From Next-Token to Mathematics: The Learning Dynamics of Mathematical Reasoning in Language Models
Shubhra Mishra, Gabriel Poesia, Noah D. Goodman
TL;DR
This paper introduces MathCAMPS, a curriculum-grounded, synthetic benchmark of mathematical reasoning built from 44 Common Core standards for K-8. By generating symbolic problems and realizing them as natural-language word problems with cycle-consistency checks, it enables fine-grained analysis of how mathematical reasoning skills emerge during pre-training and respond to instruction tuning in open-weight LLM checkpoints. The study reveals that learning trajectories loosely align with human curricula, skills typically evolve smoothly during training, and robustness to follow-up questions improves over time with nuanced model- and skill-dependent effects from instruction tuning.

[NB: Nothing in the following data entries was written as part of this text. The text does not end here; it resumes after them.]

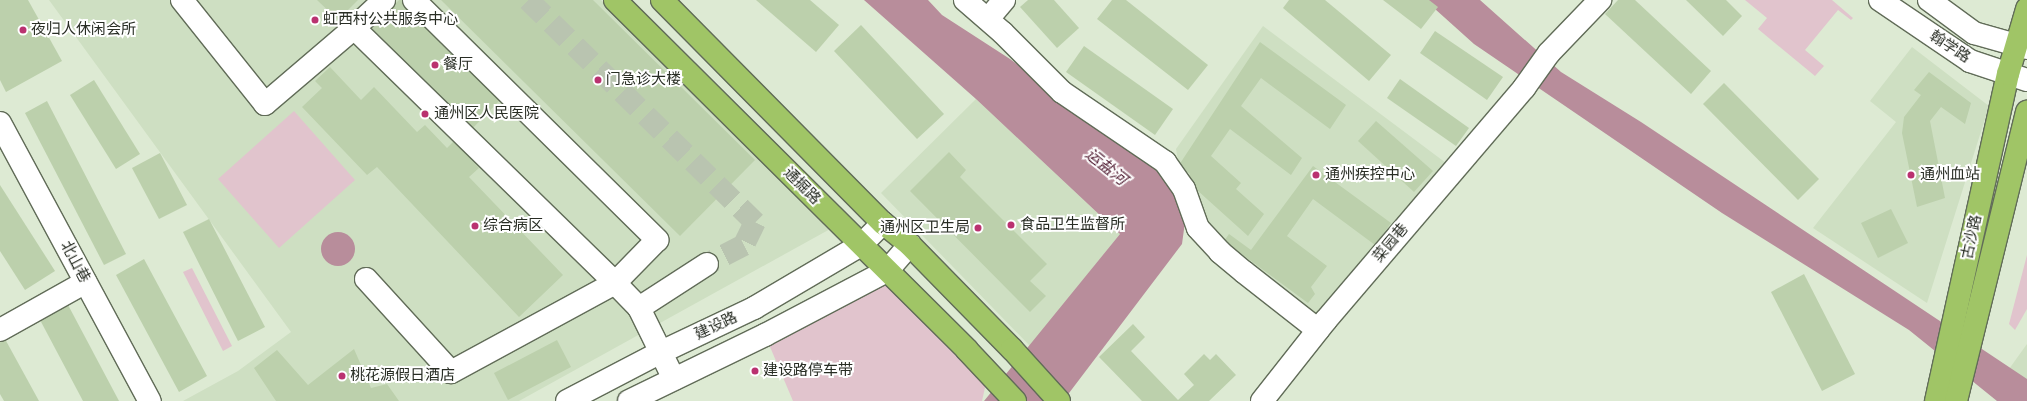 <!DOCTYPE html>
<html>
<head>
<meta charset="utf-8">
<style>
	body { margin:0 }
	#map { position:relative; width:2027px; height:401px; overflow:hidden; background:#ddead3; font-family:Jost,"Noto Sans SC",sans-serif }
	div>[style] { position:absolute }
	.built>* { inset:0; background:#cedfc2 }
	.green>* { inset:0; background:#e1c4cd }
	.water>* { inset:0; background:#b88d9b }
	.round { border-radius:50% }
	.building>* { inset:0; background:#bcd0ac }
	.minor-tunnel>* { height:22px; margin-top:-11px; transform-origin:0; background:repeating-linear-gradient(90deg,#b9c4b0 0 22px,transparent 0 33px) }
	.roads { filter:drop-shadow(1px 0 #616c58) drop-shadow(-1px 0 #616c58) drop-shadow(0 1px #616c58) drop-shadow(0 -1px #616c58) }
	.minor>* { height:22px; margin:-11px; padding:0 11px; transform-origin:11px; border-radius:11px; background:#fff }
	.major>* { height:22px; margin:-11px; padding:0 11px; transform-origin:11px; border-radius:11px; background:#a0c566 }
	.dots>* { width:11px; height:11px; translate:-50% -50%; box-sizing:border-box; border:2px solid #fff; border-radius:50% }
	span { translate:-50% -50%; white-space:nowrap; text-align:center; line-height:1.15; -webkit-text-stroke:4px #fff; paint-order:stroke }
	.poi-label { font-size:15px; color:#282d24 }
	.left { translate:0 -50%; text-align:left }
	.right { translate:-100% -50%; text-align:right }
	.street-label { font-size:15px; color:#282d24 }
	.water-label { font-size:16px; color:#4d182e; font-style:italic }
</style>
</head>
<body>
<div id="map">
	<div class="built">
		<i style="clip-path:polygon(49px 0,601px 0,832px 228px,519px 401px,183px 401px,238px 371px,291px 332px)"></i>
		<i style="clip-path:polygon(1263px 26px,1454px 169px,1322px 325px,1224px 241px,1208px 220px,1179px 165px,1176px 149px)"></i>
		<i style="clip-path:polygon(1912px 47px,1989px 106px,1927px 303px,1813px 228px,1896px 122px,1870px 101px)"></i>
		<i style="clip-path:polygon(976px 99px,1120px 234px,1030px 346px,881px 193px)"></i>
		<i style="clip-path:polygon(2027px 344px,2027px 383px,2009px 369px)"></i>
	</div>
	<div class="green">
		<i style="clip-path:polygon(1745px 0,1832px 0,1853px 18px,1851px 20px,1838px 10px,1805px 50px,1824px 66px,1815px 76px,1758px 29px,1767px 18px)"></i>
		<i style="clip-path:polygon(294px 111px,355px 180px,279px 248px,218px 179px)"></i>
		<i style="clip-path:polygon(2027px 255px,2027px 309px,2015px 330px,2009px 324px)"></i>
		<i style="clip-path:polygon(192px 268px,232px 346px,223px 351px,183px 272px)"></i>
		<i style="clip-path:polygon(887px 271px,988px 374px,982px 401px,793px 401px,765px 335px)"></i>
	</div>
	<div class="water">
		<i style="clip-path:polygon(864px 0,928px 0,942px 15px,1010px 59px,1144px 158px,1171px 183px,1185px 222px,1182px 244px,1063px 401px,984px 401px,1120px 234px,976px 99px)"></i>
		<i style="clip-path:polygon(1425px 0,1480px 0,1561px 72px,1641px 122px,2027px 379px,2027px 401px,1997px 401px,1909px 330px,1722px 213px,1474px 44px)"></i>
		<i class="round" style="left:321px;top:232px;width:34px;height:34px"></i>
	</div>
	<div class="building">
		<i style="clip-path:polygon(0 0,28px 0,62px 61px,6px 92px,0 80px)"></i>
		<i style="clip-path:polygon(317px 0,358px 0,338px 20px)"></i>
		<i style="clip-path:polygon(399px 0,403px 0,502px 98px,469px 132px,368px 32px)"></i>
		<i style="clip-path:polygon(441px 0,593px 0,755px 160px,680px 236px)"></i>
		<i style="clip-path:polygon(756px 0,810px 0,839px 25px,816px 52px)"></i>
		<i style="clip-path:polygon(1028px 0,1054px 0,1079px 28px,1057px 48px,1020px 7px)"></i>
		<i style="clip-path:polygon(1112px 0,1126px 0,1208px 65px,1188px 90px,1097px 19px)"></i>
		<i style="clip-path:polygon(1289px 0,1325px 0,1391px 55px,1369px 81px,1283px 8px)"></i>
		<i style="clip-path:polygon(1383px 0,1429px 0,1438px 7px,1421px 29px)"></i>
		<i style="clip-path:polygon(1618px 0,1635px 0,1711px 71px,1691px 94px,1605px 14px)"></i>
		<i style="clip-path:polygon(1686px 0,1726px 0,1742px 16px,1723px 36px)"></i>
		<i style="clip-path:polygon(861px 25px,944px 114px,917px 139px,834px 51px)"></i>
		<i style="clip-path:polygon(1435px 31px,1503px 77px,1487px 100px,1420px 53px)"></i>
		<i style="clip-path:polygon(1260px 42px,1346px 105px,1330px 129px,1261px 78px,1241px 106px,1302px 158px,1291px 175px,1230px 129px,1211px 156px,1241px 183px,1236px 189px,1264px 214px,1248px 236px,1187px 181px,1190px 174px,1179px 165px)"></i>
		<i style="clip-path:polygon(1084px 46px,1173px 109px,1155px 135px,1066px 72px)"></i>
		<i style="clip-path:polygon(330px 67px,361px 100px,374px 87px,417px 132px,425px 125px,447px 148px,454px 141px,479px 168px,469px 177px,563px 275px,519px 317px,377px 167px,367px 175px,302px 107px,322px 88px,315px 81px)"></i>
		<i style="clip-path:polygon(1929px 72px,1971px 103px,1965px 124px,1941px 107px,1930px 121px,1945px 198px,1917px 207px,1902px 133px,1904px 117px,1921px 95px,1914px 90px)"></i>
		<i style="clip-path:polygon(1400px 79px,1469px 128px,1456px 146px,1387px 98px)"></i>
		<i style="clip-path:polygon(94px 80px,140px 154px,116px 169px,70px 95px)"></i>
		<i style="clip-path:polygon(1724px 83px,1819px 179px,1798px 200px,1703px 104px)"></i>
		<i style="clip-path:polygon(47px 101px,126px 254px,104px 265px,25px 113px)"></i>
		<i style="clip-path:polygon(1376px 121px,1433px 171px,1414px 192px,1358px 141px)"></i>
		<i style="clip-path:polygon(949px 152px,966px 170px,960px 177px,1047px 264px,1030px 281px,1046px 296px,1030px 312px,910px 191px)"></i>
		<i style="clip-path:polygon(160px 153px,187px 205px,159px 219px,132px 168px)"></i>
		<i style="clip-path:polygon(1313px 166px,1391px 223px,1375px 245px,1313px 199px,1287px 236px,1327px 266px,1311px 287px,1315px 294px,1308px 303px,1224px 241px,1229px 234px,1251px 250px)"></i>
		<i style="clip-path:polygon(0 185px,55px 271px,25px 290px,0 251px)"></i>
		<i style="clip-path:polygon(1891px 209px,1908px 243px,1878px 258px,1861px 223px)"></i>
		<i style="clip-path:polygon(209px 219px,265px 327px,238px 341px,183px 232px)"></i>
		<i style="clip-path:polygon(144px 259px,207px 376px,179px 392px,116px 275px)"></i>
		<i style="clip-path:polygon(1804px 274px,1855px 374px,1822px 391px,1771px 292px)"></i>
		<i style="clip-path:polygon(67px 303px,119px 401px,83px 401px,39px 318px)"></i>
		<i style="clip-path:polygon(1133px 324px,1145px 337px,1131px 351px,1178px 400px,1194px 385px,1184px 374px,1204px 354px,1210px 360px,1216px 354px,1236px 375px,1209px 401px,1142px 401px,1099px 357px)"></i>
		<i style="clip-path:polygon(5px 339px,39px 401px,4px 401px,0 394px,0 342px)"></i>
		<i style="clip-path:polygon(557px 340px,571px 367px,508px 400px,494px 373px)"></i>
		<i style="clip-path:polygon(354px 349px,371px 388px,387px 384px,399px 401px,276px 401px,254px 368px,277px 350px,308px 385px)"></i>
	</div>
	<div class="minor-tunnel">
		<i style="left:528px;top:0;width:318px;rotate:44.4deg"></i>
		<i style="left:755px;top:222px;width:25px;rotate:116deg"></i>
		<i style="left:744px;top:245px;width:42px;rotate:152.8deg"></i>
	</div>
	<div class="roads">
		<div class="minor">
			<i style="left:182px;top:0;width:133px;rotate:51.4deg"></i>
			<i style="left:265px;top:104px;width:117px;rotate:-40.5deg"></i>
			<i style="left:354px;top:28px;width:365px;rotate:44.3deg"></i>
			<i style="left:615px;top:283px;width:187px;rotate:151.5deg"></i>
			<i style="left:451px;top:372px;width:126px;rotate:-132.4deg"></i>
			<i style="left:414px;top:0;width:342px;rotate:44.6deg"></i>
			<i style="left:657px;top:240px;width:60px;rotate:134.3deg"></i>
			<i style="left:615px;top:283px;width:35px;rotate:46deg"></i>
			<i style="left:639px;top:308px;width:79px;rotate:63.8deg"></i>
			<i style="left:965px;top:0;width:50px;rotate:41deg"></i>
			<i style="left:1003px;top:33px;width:83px;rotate:45deg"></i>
			<i style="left:1062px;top:92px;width:125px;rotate:34.2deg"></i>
			<i style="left:1165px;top:162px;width:33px;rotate:55deg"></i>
			<i style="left:1184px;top:189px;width:41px;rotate:70.3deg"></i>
			<i style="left:1198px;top:228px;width:33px;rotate:47deg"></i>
			<i style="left:1220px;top:252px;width:31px;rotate:40deg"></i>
			<i style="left:1244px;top:272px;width:94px;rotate:38.1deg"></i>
			<i style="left:1880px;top:0;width:109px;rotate:34.1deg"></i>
			<i style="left:1970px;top:61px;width:60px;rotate:18.4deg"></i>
			<i style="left:1929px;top:0;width:56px;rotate:36.3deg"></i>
			<i style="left:1974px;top:33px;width:55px;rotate:15.8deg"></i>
			<i style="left:988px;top:19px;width:25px;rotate:-50deg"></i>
			<i style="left:354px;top:28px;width:41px;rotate:-43deg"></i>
			<i style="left:0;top:123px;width:316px;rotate:61.7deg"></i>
			<i style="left:639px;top:308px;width:81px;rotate:-32.9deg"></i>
			<i style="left:0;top:330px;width:98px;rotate:-29.2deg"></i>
			<i style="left:567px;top:401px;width:99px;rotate:-27.6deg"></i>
			<i style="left:655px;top:355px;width:110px;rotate:-25.4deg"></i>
			<i style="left:754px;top:308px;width:124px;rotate:-30.5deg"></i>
			<i style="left:861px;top:245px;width:31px;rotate:-45deg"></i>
			<i style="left:629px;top:401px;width:151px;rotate:-25.9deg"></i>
			<i style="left:765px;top:335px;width:138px;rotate:-27.7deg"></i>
			<i style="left:887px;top:271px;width:35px;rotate:-49deg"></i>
			<i style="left:1262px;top:401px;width:103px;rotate:-51.7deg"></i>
			<i style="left:1326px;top:320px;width:305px;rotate:-49.5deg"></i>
			<i style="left:1524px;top:88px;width:43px;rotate:-54.5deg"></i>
			<i style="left:1549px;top:53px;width:74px;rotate:-46.1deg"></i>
		</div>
		<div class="major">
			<i style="left:615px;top:0;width:496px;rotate:44.8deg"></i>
			<i style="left:967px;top:350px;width:70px;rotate:46.7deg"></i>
			<i style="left:662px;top:0;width:314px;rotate:45.3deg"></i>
			<i style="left:883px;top:223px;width:35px;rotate:39deg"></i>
			<i style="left:910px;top:245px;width:146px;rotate:45.6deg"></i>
			<i style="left:1012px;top:349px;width:70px;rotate:47.9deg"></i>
			<i style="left:1936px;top:401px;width:335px;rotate:-77.6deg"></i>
			<i style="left:2008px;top:74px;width:68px;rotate:-73.7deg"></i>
			<i style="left:1956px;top:401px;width:298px;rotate:-76.2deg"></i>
		</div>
	</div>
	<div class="dots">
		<i style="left:315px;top:20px;background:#ba3270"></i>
		<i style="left:23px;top:30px;background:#ba3270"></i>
		<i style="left:435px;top:65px;background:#ba3270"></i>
		<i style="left:598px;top:80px;background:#ba3270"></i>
		<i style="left:425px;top:114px;background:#ba3270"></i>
		<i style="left:1316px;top:175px;background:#ba3270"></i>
		<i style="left:1911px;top:175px;background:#ba3270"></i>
		<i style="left:1011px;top:225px;background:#ba3270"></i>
		<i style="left:475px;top:226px;background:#ba3270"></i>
		<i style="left:978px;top:228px;background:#ba3270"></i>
		<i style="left:755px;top:371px;background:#ba3270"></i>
		<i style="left:342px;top:376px;background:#ba3270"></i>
	</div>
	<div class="poi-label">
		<span class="left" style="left:323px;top:20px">虹西村公共服务中心</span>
		<span class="left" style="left:31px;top:30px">夜归人休闲会所</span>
		<span class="left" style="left:443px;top:65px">餐厅</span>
		<span class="left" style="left:606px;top:80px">门急诊大楼</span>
		<span class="left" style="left:434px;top:114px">通州区人民医院</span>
		<span class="left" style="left:1325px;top:175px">通州疾控中心</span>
		<span class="left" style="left:1920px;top:175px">通州血站</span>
		<span class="left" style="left:1020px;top:225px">食品卫生监督所</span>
		<span class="left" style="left:483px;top:226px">综合病区</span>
		<span class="right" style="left:970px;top:228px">通州区卫生局</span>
		<span class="left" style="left:763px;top:371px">建设路停车带</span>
		<span class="left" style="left:350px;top:376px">桃花源假日酒店</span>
	</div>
	<div class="street-label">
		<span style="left:1950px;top:47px;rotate:33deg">翰学路</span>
		<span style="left:802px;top:186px;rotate:45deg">通掘路</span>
		<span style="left:1972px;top:237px;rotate:-78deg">古沙路</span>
		<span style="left:1391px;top:243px;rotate:-50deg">菜园巷</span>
		<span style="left:75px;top:262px;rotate:62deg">北山巷</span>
		<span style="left:716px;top:326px;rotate:-25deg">建设路</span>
	</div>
	<div class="water-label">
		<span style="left:1106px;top:167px;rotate:39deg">运盐河</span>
	</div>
</div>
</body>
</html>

The framework supports extensive, per-standard and per-grade analyses and offers valuable insights for pre-training, evaluation design, and future extensions to broader mathematical domains. Overall, MathCAMPS provides a scalable, automated way to probe the dynamics of mathematical reasoning in LLMs and to compare human and machine learning trajectories.
Abstract
Large Language Models (LLMs) solely trained on next-token prediction learn to solve a wide range of problems involving mathematical reasoning. But how does this ability evolve during training? We show the first analysis of how mathematical reasoning abilities of several open-weight LLMs develop during pre-training and post-training. To this end, we construct MathCAMPS, a synthetic dataset of novel mathematical reasoning problems grounded in 44 fine-grained skills taken from the Common Core curriculum from K to 8th grades. In one experiment, we show that mathematical skills are learned during pre-training in an order that measurably correlates with the human-designed curriculum, even though training data are randomly ordered. We also show a detailed analysis of which mathematical abilities benefit from instruction tuning, a widely used post-training method and, in contrast, which skills suffer. Our work paves the way for an empirical understanding of LLM training dynamics in relation to reasoning.